But that depends on your definition of revolution. The Antifa crowd like to doom-monger the collapse of all that is not Nazi hate at the hands of “flag brandishing” (to quote the Telegraph) violent skinhead thugs. And otherwise respectable sceptics like to fantasise images of lamp-posts suspending the whole political class. But actually, the dissatisfied English working class and their allies are not particularly susceptible to Bolshevik-style rabble rousing, as the whole character and makeup of yesterday’s protest demonstrated.
I’ll leave aside the small outbreak of violence, whose instigators and participants are far from clear – it was masked Antifa protestors who were filmed throwing stuff at retreating (!) police officers on Westminster Bridge. But even if Free-Speech ruffians were involved, it was a tiny faction, despite dominating the state-curated headlines of the Mail and the Telegraph, as usual ineffectively downplaying the event.
What is more plausible as a regime-change model than 1789 or 1917 is the Velvet Revolution of Czechoslovakia, a genuine “colour revolution” in which the sheer pressure of peaceful protest gave the autocratic Communists no remaining base from which to rule. Revolts in the so-called Democratic West have a slightly different problem, in that they do not face quite the same totalitarian cliques, but rather uniparties wedded to ideologically captured institutions and international structures like the EU. In other words, many thousands of people, and not just a few tens or hundreds, have to be induced to resign. But once a people refuses to be ruled, resign they must.
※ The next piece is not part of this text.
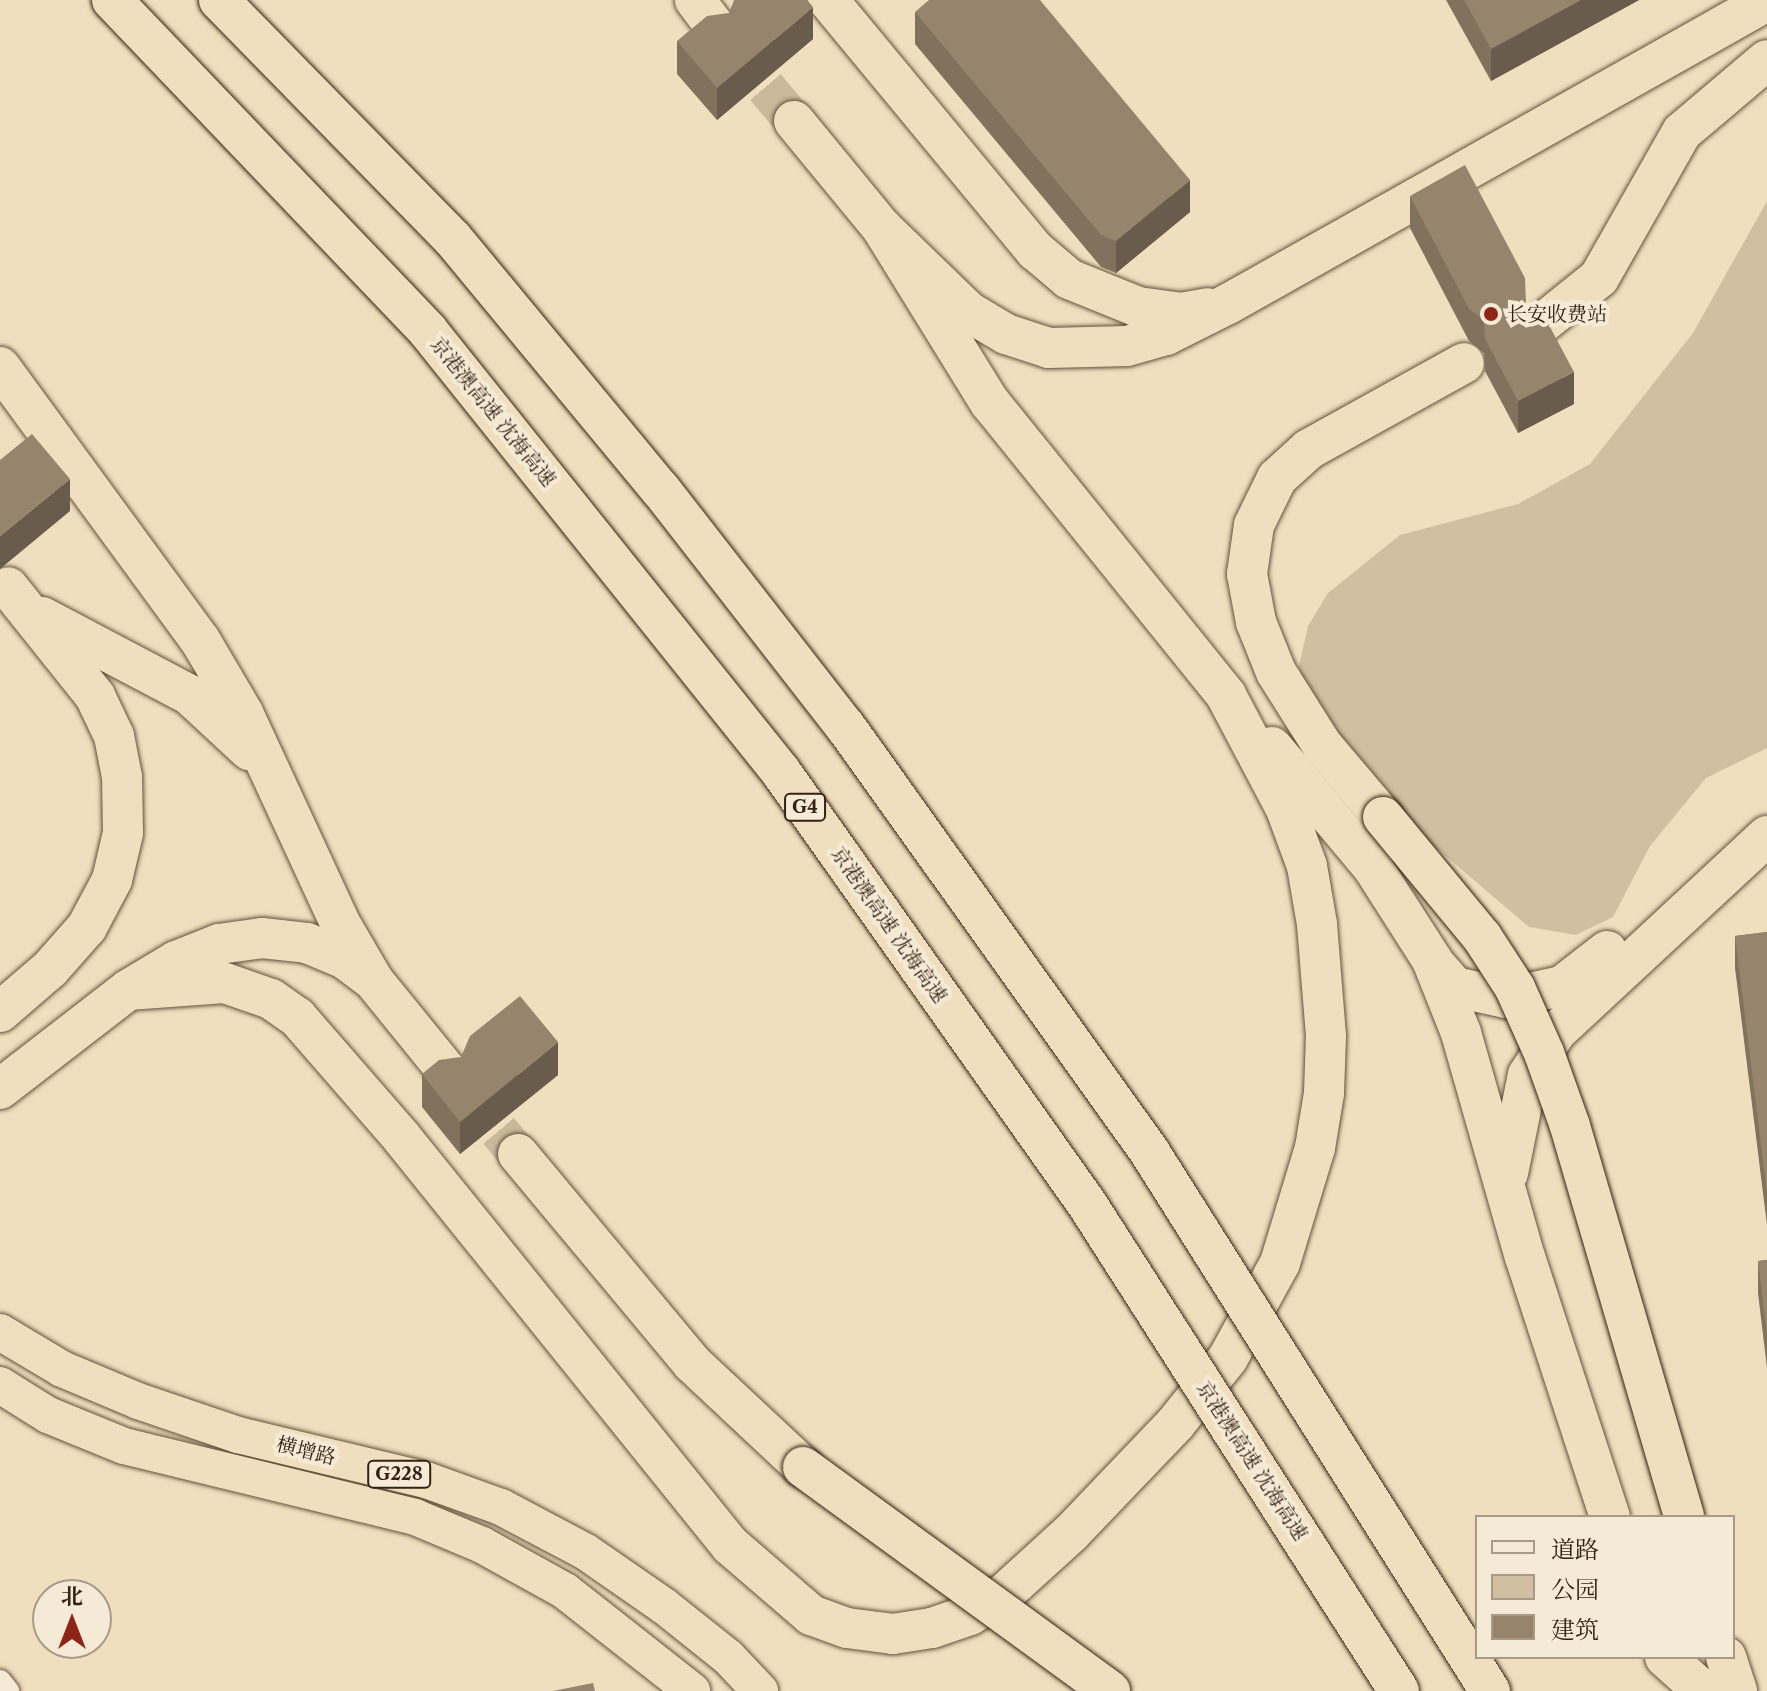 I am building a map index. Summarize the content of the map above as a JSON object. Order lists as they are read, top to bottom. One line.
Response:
{"streets":{"highway":["京港澳高速 沈海高速","G4","横增路","G228"]},"places":["长安收费站"],"legend":["道路","公园","建筑"],"north":"top"}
In the Velvet Revolution itself, and in some other transitions of power in the old Eastern bloc, one factor that kept the revolutions peaceful was the close involvement of the churches, or some of them. And something of that involvement was very evident amongst the marchers, and on the stage, yesterday. Apart from the myriad crosses on national flags (whose Christian symbolism one speaker pointed out to applause), there was a good number of actual wooden ones, “Jesus is King” banners, dog-collars and other signs that marchers were there to further Christ’s liberation, and not simply Tommy Robinson’s. And it was Tommy who invited Christians to speak, sing and pray.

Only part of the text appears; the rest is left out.